It occurred to me recently that I spend a great deal of time waiting. Waiting on God mostly, but also on other humans. Upon reflection, I became aware that I have always done so. The amount of time I spent waiting for later as a youth, I’m sure, is responsible for my impatient nature to this day. But even as I remembered all times I waited, who I was waiting on, why I was being made to wait, and what I was waiting for, I remembered what it was I was doing… while I was waiting. What I mostly remember doing was nothing except just the waiting and becoming angry at the who or sad because of the why. Eventually, those feelings would transform into ones of self-loathing as one who feels deserving of being forgotten or left behind often does.

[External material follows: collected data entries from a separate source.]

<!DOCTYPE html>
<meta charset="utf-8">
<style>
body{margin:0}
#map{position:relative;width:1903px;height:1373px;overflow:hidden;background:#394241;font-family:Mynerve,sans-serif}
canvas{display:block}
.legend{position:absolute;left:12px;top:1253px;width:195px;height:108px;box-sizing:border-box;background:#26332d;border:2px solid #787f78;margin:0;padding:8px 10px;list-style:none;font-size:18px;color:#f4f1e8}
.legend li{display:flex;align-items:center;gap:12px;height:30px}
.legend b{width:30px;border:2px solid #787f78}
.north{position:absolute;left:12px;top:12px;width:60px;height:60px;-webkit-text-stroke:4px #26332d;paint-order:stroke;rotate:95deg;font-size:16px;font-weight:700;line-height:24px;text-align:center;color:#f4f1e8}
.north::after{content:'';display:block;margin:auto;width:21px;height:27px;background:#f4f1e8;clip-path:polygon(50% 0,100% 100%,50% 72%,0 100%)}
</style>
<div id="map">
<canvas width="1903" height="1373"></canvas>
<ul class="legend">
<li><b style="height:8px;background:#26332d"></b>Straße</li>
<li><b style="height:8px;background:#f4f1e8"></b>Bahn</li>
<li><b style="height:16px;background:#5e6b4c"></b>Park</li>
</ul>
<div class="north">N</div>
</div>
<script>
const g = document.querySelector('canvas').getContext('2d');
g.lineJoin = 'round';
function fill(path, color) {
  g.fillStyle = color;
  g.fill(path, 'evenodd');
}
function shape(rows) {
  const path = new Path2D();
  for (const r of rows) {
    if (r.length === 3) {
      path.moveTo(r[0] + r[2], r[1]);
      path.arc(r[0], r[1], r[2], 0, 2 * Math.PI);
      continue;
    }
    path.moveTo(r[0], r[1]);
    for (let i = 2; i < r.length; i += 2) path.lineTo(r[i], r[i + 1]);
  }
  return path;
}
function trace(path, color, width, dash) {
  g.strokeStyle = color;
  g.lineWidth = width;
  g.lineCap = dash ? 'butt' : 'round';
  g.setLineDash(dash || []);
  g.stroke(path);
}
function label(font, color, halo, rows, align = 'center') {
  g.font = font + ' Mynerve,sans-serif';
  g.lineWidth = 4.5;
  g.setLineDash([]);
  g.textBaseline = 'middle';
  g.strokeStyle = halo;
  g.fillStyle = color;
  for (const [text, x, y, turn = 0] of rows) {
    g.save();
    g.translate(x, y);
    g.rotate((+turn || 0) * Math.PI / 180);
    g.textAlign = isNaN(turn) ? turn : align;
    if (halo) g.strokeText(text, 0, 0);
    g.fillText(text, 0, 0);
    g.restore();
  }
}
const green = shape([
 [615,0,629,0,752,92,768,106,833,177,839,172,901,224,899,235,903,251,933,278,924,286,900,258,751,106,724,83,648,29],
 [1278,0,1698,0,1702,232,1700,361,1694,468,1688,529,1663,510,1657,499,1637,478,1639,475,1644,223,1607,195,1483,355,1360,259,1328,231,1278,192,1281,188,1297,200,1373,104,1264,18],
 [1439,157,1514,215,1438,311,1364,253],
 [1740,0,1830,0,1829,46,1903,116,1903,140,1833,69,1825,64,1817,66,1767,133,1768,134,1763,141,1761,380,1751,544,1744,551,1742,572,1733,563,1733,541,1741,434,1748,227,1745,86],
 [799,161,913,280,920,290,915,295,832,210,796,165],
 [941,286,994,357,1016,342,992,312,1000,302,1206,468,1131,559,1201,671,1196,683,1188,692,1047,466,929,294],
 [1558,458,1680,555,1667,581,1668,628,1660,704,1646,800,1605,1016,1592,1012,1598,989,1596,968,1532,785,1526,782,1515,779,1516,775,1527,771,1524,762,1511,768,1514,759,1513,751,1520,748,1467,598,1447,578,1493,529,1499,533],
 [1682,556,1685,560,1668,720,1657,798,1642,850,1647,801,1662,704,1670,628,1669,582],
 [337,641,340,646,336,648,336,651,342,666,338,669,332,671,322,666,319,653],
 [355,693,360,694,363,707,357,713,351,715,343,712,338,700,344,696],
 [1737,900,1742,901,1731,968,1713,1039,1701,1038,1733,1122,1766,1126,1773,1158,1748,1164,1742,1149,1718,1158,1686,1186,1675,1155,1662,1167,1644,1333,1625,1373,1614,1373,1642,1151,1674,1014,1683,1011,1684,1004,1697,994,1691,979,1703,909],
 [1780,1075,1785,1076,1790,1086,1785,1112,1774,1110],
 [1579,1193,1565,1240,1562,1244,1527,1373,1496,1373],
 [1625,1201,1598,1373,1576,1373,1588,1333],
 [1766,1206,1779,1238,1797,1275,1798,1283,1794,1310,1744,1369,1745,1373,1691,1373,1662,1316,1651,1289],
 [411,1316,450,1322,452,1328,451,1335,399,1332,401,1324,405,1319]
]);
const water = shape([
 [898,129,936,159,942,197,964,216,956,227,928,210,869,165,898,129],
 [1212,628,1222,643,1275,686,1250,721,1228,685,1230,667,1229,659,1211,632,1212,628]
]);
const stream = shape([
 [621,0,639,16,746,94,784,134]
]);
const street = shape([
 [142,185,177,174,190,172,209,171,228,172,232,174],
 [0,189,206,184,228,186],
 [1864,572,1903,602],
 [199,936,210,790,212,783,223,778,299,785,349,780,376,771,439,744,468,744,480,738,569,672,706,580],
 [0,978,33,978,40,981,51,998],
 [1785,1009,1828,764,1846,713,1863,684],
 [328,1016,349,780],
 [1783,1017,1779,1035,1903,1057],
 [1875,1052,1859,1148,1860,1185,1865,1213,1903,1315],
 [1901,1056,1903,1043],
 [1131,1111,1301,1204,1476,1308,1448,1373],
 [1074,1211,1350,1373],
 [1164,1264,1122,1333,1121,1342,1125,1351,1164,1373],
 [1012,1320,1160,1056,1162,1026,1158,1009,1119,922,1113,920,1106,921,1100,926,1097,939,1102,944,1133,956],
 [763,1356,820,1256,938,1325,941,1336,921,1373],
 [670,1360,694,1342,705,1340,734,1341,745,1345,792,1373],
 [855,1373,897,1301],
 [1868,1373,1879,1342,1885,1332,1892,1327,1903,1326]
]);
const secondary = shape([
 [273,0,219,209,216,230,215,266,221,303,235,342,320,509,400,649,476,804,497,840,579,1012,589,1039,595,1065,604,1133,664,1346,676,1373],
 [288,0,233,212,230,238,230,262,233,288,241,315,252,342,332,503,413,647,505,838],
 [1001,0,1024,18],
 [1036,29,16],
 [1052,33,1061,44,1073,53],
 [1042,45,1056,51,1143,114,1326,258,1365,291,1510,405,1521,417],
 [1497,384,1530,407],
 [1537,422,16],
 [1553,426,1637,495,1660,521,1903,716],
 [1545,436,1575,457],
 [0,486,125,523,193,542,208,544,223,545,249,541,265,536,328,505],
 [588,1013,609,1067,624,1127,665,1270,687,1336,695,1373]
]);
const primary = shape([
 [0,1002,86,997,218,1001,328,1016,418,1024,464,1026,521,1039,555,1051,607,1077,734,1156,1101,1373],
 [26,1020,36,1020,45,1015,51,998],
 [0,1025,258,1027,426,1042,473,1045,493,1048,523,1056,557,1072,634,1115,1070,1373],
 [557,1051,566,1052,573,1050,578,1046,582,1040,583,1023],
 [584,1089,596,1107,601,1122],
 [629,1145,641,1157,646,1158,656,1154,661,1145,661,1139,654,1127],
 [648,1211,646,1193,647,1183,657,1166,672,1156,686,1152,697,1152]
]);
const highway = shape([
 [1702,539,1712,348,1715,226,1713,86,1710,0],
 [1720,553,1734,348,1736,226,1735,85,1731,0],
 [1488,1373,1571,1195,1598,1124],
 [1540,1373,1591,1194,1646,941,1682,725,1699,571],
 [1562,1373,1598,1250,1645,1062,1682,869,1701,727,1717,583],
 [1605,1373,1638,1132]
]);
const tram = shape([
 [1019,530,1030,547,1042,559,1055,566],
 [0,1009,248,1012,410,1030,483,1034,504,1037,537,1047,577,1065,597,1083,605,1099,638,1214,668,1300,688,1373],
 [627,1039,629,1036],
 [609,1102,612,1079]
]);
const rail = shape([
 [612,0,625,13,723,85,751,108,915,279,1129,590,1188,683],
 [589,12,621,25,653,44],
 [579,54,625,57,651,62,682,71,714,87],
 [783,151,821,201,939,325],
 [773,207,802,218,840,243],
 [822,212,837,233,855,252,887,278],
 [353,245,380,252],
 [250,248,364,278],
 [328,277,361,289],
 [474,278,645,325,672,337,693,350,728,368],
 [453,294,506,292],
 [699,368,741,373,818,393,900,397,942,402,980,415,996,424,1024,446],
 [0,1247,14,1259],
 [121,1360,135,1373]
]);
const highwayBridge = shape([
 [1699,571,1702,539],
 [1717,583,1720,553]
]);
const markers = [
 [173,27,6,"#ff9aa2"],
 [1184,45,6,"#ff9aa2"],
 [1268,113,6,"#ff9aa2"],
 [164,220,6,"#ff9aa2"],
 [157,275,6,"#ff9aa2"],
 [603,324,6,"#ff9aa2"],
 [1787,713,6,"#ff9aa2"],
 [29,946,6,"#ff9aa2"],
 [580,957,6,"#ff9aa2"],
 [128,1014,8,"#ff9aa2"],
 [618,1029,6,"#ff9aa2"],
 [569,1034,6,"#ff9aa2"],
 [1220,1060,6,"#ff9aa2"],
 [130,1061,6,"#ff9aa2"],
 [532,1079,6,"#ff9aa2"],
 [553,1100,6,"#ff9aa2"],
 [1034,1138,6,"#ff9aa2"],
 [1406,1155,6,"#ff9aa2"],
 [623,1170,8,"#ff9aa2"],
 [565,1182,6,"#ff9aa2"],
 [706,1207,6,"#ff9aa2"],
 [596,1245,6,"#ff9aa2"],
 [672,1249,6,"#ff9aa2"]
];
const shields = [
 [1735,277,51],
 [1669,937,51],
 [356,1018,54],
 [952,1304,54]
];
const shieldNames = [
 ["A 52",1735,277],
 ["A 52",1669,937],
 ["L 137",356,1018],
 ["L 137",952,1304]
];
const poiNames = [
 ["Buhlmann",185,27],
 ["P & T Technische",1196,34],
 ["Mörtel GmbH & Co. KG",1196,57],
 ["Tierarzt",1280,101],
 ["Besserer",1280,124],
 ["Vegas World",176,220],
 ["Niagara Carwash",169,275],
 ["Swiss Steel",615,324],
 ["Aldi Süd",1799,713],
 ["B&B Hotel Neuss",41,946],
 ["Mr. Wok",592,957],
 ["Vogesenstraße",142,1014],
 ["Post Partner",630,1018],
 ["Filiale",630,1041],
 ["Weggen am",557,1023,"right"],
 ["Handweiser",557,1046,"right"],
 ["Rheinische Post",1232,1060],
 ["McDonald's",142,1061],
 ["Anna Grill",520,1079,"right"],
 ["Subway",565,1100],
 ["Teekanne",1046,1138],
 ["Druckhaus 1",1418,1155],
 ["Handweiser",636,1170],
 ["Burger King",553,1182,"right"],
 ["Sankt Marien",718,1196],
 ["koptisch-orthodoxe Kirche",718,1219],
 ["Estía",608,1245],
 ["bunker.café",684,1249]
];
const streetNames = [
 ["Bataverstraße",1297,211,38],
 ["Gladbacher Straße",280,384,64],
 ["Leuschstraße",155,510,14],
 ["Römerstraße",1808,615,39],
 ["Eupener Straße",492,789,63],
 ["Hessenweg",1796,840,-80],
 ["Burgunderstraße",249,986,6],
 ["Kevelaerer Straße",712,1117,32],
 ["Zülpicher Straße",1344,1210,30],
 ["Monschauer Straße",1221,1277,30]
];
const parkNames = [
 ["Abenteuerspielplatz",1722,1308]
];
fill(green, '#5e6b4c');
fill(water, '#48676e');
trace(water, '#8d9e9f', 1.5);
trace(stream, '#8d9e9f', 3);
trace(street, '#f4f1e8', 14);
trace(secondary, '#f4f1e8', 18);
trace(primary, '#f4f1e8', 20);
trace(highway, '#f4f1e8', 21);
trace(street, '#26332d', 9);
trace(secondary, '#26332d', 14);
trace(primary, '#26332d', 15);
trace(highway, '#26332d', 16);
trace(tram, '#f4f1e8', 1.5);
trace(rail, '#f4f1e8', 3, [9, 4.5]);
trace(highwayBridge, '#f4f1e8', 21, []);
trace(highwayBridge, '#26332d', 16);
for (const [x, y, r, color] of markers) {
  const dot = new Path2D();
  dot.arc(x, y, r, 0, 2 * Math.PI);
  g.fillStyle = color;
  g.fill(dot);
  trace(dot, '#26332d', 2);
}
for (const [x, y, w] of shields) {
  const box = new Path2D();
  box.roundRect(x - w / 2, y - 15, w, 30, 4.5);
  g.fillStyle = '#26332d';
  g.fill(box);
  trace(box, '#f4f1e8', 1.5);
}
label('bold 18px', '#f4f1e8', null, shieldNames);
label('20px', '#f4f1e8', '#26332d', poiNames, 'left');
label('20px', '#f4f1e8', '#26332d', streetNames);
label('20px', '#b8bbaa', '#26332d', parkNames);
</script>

Those were the feelings that developed as a youth too often left alone. It happens. Most times there is not person to blame. Growns-ups are busy navigating life. It’s a fact. I wasn’t unsupervised. Just by myself. I may have grown to hate waiting, but those were childish feelings of one who had not been properly taught how to wait.

I learned the oldest definition of wait: c. 1200, “to watch with hostile intent, lie in wait for, plot against,”. No person taught it to me, or showed it to me. As I said… I was all by myself. I learned it all on my own. Not all bad habits are taught by another person.

I am so grateful that now in my doddering old age I’ve learned to wait as it meant to the Germans. To watch. To be aware.

Praying is not doing nothing. Waiting is not the same as doing nothing. Being Still is different than doing nothing. Each of these things is doing something. All three at once is doing everything.